In 1819, Hunt's The Calendar of Nature was printed in his periodical the Examiner. The poem describes the artistic connections to each of the months, descriptions of festivals, and a discussion about nature. Hunt also included the calendar in his collection the Literary Pocket-Book, a combination of poems and other material by Hunt and others. The work was first printed in January 1819, and, [1] by 1823, there were five collections under the title. [2] The work was later published in 1821 under the title The Months. The 1821 edition contained a preface which declared, "The good-nature with which this Calendar was received on its appearance in 1819 ... has induced its republication in a separate form, with considerable additions". [3] The 1821 edition also included the final two stanzas of John Keats's poem "To Autumn" with the claim that "A living poet has happily personified autumn in some of the pleasantest shapes under which her servants appear". [3]
The work quotes Percy Bysshe Shelley and discusses the works of Edmund Spenser. [4] The calendar also refers to Shelley regarding autumn when it states: "The poet still takes advantage of the exuberance of harvest and the sign of the Zodiac in this month, to read us a lesson on justice". [5] For September and autumn, Hunt connected the harvest and the month's zodiac symbol, Libra, in order to discuss justice. In particular, he said that autumn had "a certain festive abundance for the supply of all creation". [6] Additionally, Hunt brings up Shelley's poems Convito and The Revolt of Islam in order to discuss autumn, abundance of crops, and revolution. The plenty that comes from the time period is supposed to bring peace to warring people. [7]
Hunt also describes the natural events that take place during autumn: "This is the month of the migration of birds, of the finished harvest, of nut-gathering, of cyder and merry-making, and, towards the conclusion, of the change of colour in trees. The swallows, and many other soft-billed birds that feed on insects, disappear for the warmer climates, leaving behind only a few stragglers, probably from weakness or sickness, who hide themselves in caverns and other sheltered places, and occasionally appear upon warm days." [8]

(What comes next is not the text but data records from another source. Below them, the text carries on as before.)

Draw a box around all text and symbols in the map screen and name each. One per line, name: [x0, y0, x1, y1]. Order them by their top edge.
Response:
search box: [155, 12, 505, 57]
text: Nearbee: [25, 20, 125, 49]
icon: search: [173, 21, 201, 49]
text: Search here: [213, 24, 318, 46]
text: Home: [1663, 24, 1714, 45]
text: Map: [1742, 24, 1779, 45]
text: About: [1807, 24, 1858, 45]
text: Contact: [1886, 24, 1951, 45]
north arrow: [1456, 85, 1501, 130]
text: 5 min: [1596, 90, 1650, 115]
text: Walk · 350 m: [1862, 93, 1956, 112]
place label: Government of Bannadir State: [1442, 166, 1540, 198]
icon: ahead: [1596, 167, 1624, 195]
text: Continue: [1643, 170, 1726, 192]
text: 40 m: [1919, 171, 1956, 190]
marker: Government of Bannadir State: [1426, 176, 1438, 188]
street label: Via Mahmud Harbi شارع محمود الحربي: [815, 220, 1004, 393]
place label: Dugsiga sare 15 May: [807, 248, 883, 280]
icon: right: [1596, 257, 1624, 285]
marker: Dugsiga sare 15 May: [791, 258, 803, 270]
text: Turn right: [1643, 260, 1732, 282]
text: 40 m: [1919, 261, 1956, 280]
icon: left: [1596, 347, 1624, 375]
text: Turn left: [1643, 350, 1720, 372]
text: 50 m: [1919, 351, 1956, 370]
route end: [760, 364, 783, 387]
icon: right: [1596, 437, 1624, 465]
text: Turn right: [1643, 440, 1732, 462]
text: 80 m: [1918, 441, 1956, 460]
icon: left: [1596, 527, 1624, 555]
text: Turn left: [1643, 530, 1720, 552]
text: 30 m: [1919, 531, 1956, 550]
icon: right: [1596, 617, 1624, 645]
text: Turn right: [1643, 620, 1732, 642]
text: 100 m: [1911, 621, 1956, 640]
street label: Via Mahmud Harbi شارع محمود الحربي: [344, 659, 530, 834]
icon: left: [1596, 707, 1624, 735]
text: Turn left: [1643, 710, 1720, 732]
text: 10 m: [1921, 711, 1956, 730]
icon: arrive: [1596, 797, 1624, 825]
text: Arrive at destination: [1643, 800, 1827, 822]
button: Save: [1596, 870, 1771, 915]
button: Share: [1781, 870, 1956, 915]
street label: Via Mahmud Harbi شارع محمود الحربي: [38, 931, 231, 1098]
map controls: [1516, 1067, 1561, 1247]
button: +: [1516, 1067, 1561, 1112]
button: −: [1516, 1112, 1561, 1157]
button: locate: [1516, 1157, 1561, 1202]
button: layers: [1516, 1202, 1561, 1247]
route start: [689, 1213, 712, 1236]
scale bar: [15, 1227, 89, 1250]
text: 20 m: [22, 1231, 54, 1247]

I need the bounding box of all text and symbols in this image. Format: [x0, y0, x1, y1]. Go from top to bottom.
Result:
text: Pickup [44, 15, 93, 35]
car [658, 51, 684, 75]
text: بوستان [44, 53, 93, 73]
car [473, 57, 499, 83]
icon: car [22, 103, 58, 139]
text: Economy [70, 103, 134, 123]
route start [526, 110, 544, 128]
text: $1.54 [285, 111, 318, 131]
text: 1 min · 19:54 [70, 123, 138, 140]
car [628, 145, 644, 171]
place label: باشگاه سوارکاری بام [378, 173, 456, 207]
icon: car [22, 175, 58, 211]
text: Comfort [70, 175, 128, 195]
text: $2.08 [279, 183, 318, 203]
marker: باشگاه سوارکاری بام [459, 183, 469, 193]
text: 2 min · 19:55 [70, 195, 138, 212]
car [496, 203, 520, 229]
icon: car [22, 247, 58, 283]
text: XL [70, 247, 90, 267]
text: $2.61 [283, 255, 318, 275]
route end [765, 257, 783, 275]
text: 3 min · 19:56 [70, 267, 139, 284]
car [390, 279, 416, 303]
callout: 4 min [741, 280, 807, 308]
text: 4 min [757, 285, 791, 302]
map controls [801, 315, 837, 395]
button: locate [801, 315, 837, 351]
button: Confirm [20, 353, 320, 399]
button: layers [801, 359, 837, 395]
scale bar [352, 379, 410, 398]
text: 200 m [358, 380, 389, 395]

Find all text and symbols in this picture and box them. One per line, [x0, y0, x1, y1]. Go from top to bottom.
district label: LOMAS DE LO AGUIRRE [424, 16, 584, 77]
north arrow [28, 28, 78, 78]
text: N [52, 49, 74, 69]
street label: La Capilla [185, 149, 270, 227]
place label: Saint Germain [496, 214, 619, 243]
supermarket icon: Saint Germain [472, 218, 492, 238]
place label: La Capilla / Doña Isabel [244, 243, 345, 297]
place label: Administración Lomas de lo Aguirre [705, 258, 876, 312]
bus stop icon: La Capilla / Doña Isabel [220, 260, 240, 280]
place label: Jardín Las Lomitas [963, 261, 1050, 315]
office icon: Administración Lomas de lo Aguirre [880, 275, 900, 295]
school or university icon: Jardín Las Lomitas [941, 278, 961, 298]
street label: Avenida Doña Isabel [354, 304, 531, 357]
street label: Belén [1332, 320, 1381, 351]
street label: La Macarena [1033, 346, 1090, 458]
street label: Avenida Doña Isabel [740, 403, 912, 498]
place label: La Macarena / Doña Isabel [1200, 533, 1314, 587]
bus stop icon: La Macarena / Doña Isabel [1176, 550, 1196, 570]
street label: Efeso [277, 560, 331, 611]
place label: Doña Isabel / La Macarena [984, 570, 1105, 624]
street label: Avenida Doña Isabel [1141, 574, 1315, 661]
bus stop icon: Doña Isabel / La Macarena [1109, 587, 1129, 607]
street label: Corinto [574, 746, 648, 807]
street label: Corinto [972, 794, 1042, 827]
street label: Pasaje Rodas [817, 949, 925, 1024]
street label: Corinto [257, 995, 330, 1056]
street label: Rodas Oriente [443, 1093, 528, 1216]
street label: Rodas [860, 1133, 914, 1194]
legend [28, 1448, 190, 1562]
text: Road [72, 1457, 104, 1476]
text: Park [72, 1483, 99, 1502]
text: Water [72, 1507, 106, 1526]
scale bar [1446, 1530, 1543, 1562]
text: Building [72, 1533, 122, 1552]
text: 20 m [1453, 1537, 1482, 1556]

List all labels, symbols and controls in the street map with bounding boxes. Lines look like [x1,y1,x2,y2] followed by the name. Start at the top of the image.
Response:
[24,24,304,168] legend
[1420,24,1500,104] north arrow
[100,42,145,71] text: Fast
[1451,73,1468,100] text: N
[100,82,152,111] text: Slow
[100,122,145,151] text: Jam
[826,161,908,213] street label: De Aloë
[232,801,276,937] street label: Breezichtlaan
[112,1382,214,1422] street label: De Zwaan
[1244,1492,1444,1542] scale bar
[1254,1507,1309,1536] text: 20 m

September, for instance, was used to promote the ideas of the commonwealth along with Hunt's views on Justice. The specific discussion on September came between a discussion of the Peterloo Massacre and a discussion of people on trial for sedition. Hunt wished to promote peace and liberty, with a direct connection to nature. This view influenced Keats's "To Autumn", with its emphasis on "Merry Old England" and the reaction against the political violence of the time. [9] The works are similar in that they emphasize the same images, such as the animals and activities found during autumn. [10] When Hunt republished parts of Keats's poem, he added an emphasis on justice through association with Hunt's own claims about autumn. [11]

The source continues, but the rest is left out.